Across the listing below, count the lines containing "Wimmelburg". Give nothing but the number.
· · · · ·
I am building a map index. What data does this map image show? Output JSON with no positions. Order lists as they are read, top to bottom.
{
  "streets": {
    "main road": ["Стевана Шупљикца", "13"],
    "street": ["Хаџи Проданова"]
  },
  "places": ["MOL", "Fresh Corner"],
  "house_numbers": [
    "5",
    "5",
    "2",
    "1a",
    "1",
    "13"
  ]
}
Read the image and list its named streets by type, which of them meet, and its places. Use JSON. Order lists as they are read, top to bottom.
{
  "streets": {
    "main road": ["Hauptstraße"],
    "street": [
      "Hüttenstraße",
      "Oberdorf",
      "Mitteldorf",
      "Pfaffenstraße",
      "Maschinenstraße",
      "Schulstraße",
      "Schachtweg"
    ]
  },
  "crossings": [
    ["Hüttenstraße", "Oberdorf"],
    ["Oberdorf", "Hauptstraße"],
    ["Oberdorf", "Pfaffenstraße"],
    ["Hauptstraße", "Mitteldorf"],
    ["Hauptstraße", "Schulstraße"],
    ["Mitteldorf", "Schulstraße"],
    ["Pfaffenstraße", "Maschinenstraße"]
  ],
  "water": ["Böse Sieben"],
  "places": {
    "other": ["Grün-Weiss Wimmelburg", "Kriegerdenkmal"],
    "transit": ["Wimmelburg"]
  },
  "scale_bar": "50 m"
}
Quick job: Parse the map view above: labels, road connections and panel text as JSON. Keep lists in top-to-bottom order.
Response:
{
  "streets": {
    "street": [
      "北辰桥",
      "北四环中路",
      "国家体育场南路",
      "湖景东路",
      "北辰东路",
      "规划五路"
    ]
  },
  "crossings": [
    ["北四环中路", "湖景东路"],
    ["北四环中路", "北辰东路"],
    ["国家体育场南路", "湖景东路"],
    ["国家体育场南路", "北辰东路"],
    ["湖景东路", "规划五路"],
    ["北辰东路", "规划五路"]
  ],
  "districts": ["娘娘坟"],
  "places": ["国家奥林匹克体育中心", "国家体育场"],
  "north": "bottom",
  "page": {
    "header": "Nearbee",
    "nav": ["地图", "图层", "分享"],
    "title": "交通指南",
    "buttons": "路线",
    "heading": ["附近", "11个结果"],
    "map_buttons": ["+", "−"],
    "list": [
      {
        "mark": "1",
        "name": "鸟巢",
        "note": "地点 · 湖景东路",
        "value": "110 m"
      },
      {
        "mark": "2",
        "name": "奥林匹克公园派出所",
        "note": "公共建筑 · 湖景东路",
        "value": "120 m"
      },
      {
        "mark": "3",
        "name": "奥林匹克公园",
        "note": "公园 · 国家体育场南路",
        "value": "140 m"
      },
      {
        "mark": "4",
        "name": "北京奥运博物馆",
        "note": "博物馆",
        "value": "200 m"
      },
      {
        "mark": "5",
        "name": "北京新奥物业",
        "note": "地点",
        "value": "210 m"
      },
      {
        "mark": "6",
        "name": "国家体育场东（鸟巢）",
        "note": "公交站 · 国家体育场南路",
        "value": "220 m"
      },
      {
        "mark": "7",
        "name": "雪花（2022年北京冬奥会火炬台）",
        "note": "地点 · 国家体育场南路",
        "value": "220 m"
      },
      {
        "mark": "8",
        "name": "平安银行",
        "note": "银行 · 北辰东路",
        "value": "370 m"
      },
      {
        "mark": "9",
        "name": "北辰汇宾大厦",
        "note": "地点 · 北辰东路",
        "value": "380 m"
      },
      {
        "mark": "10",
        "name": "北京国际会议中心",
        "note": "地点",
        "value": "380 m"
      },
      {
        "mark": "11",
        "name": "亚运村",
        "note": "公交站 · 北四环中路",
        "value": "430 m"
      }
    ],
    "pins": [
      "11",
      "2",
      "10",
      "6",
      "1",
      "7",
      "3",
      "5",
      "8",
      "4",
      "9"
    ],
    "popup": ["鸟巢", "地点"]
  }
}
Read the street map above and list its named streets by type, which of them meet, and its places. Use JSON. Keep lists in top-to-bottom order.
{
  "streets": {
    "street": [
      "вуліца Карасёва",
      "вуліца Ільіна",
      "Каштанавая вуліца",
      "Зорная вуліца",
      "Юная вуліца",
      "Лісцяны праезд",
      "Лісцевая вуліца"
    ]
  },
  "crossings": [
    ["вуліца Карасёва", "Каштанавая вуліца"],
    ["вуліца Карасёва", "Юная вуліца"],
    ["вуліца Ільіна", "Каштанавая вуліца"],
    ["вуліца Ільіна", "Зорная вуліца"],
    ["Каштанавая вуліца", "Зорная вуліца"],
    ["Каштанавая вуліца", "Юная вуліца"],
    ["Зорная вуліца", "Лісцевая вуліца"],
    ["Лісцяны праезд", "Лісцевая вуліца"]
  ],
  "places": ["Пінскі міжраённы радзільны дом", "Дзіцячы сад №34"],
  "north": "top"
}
· · · · ·
_Response below_
2